(Collection entries)
---

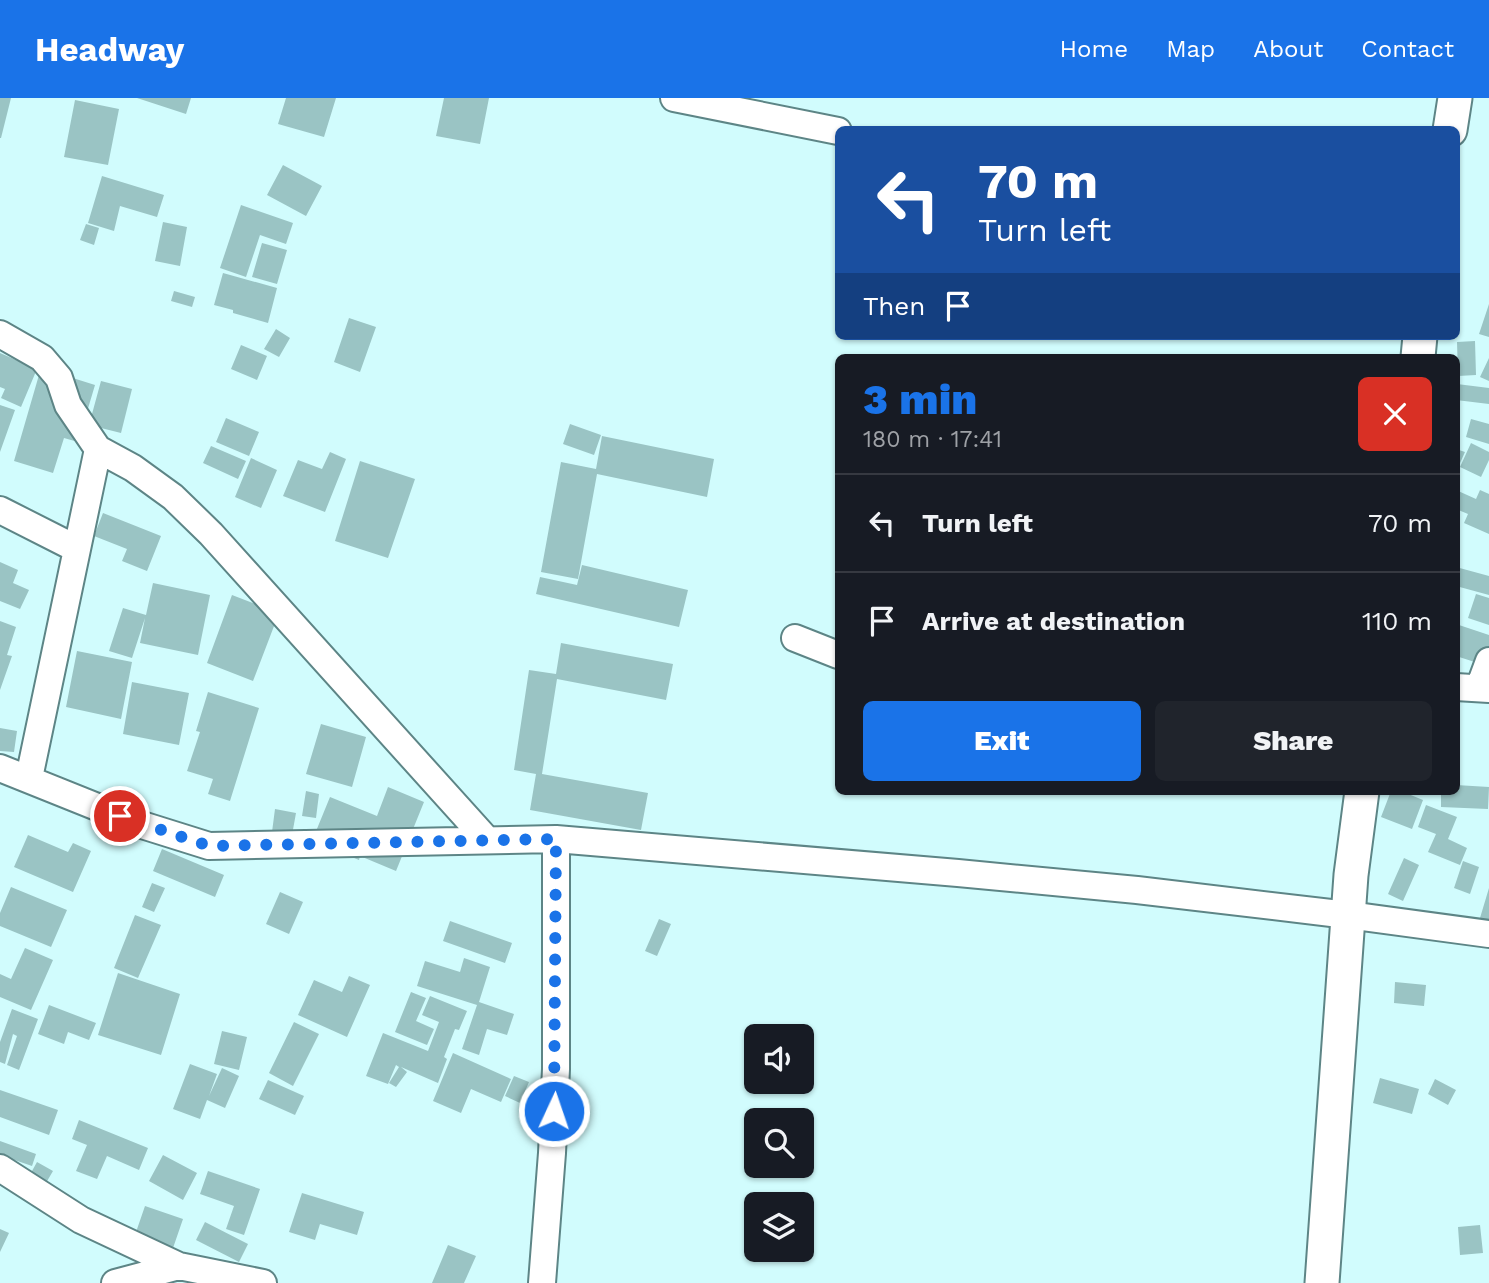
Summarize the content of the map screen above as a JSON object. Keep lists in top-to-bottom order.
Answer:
{
  "page": {
    "header": "Headway",
    "nav": [
      "Home",
      "Map",
      "About",
      "Contact"
    ],
    "turn": ["70 m", "Turn left"],
    "then": "Then",
    "heading": ["3 min", "180 m · 17:41"],
    "list": [
      {
        "name": "Turn left",
        "value": "70 m"
      },
      {
        "name": "Arrive at destination",
        "value": "110 m"
      }
    ],
    "buttons": ["Exit", "Share"]
  }
}
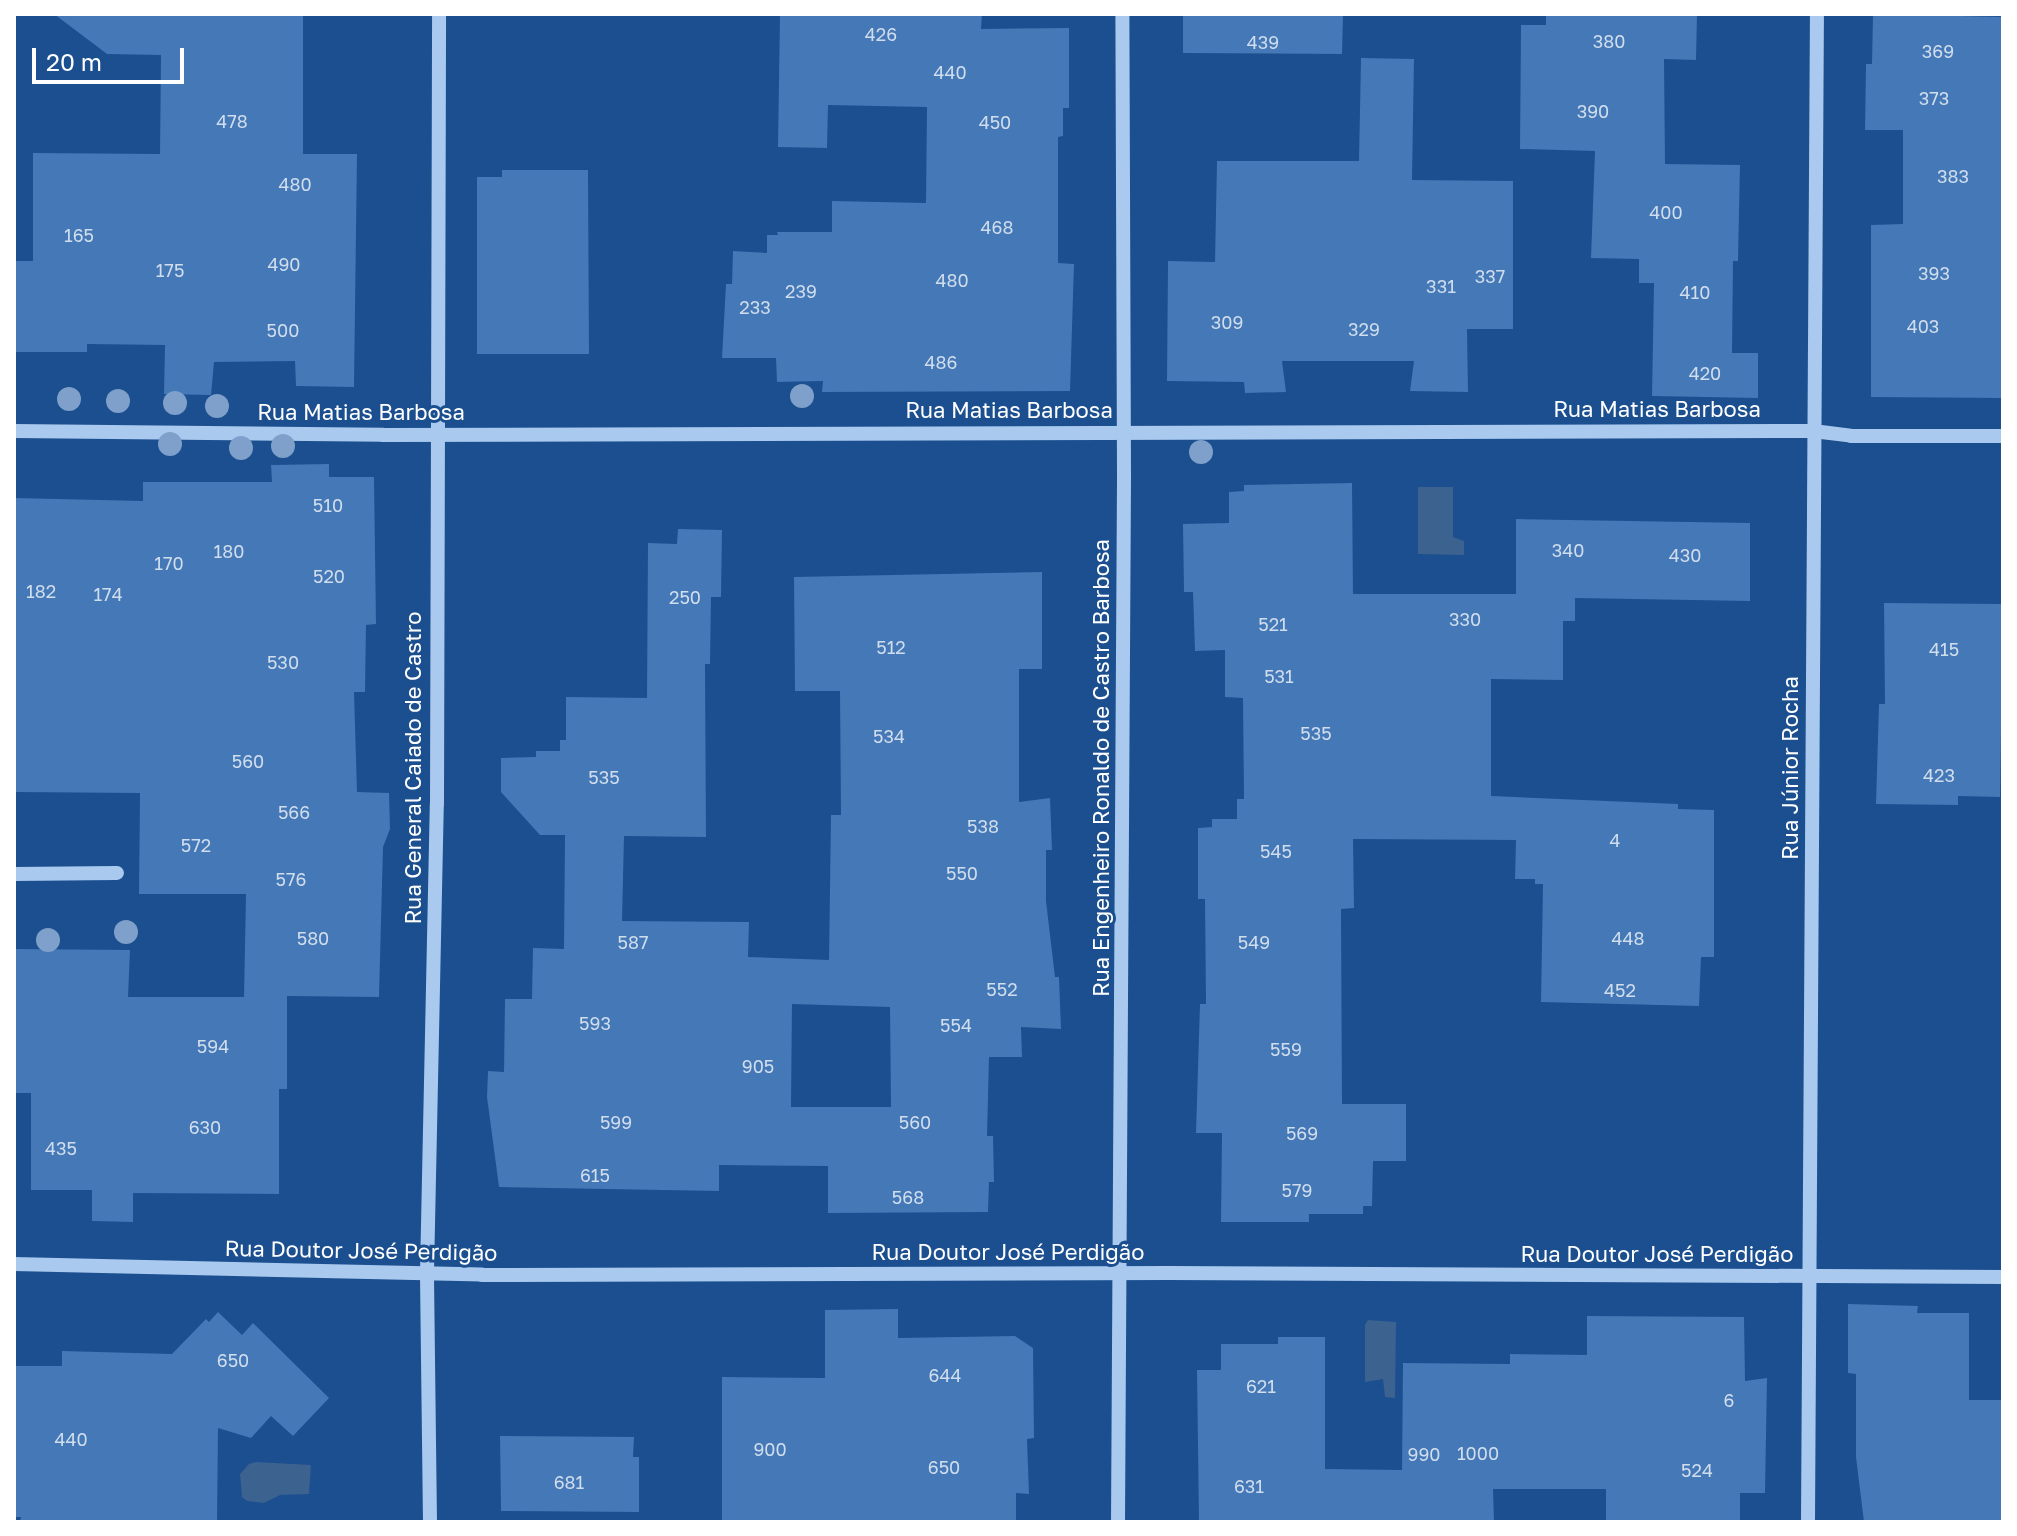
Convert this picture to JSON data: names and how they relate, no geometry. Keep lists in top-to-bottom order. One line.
{"streets":{"street":["Rua Matias Barbosa","Rua General Caiado de Castro","Rua Engenheiro Ronaldo de Castro Barbosa","Rua Júnior Rocha","Rua Doutor José Perdigão"]},"crossings":[["Rua Matias Barbosa","Rua General Caiado de Castro"],["Rua Matias Barbosa","Rua Engenheiro Ronaldo de Castro Barbosa"],["Rua Matias Barbosa","Rua Júnior Rocha"],["Rua General Caiado de Castro","Rua Doutor José Perdigão"],["Rua Engenheiro Ronaldo de Castro Barbosa","Rua Doutor José Perdigão"],["Rua Júnior Rocha","Rua Doutor José Perdigão"]],"house_numbers":["426","380","439","369","440","373","390","478","450","383","480","400","468","165","490","175","393","337","480","331","239","410","233","309","403","329","500","486","420","510","340","180","430","170","520","182","174","250","330","521","512","415","530","531","535","534","560","423","535","566","538","4","572","545","550","576","580","448","587","549","552","452","593","554","594","559","905","599","560","630","569","435","615","579","568","650","644","621","6","440","900","1000","990","650","524","681","631"],"scale_bar":"20 m"}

---

■ TASK TO COMPLETE
Write the entries out in full and exactly, omitting every picture.

■ TASK RESULT
Summarize the content of the map screen above as a JSON object. Keep lists in top-to-bottom order.
Answer:
{
  "page": {
    "header": "Headway",
    "nav": [
      "Home",
      "Map",
      "About",
      "Contact"
    ],
    "turn": ["70 m", "Turn left"],
    "then": "Then",
    "heading": ["3 min", "180 m · 17:41"],
    "list": [
      {
        "name": "Turn left",
        "value": "70 m"
      },
      {
        "name": "Arrive at destination",
        "value": "110 m"
      }
    ],
    "buttons": ["Exit", "Share"]
  }
}
Convert this picture to JSON data: names and how they relate, no geometry. Keep lists in top-to-bottom order. One line.
{"streets":{"street":["Rua Matias Barbosa","Rua General Caiado de Castro","Rua Engenheiro Ronaldo de Castro Barbosa","Rua Júnior Rocha","Rua Doutor José Perdigão"]},"crossings":[["Rua Matias Barbosa","Rua General Caiado de Castro"],["Rua Matias Barbosa","Rua Engenheiro Ronaldo de Castro Barbosa"],["Rua Matias Barbosa","Rua Júnior Rocha"],["Rua General Caiado de Castro","Rua Doutor José Perdigão"],["Rua Engenheiro Ronaldo de Castro Barbosa","Rua Doutor José Perdigão"],["Rua Júnior Rocha","Rua Doutor José Perdigão"]],"house_numbers":["426","380","439","369","440","373","390","478","450","383","480","400","468","165","490","175","393","337","480","331","239","410","233","309","403","329","500","486","420","510","340","180","430","170","520","182","174","250","330","521","512","415","530","531","535","534","560","423","535","566","538","4","572","545","550","576","580","448","587","549","552","452","593","554","594","559","905","599","560","630","569","435","615","579","568","650","644","621","6","440","900","1000","990","650","524","681","631"],"scale_bar":"20 m"}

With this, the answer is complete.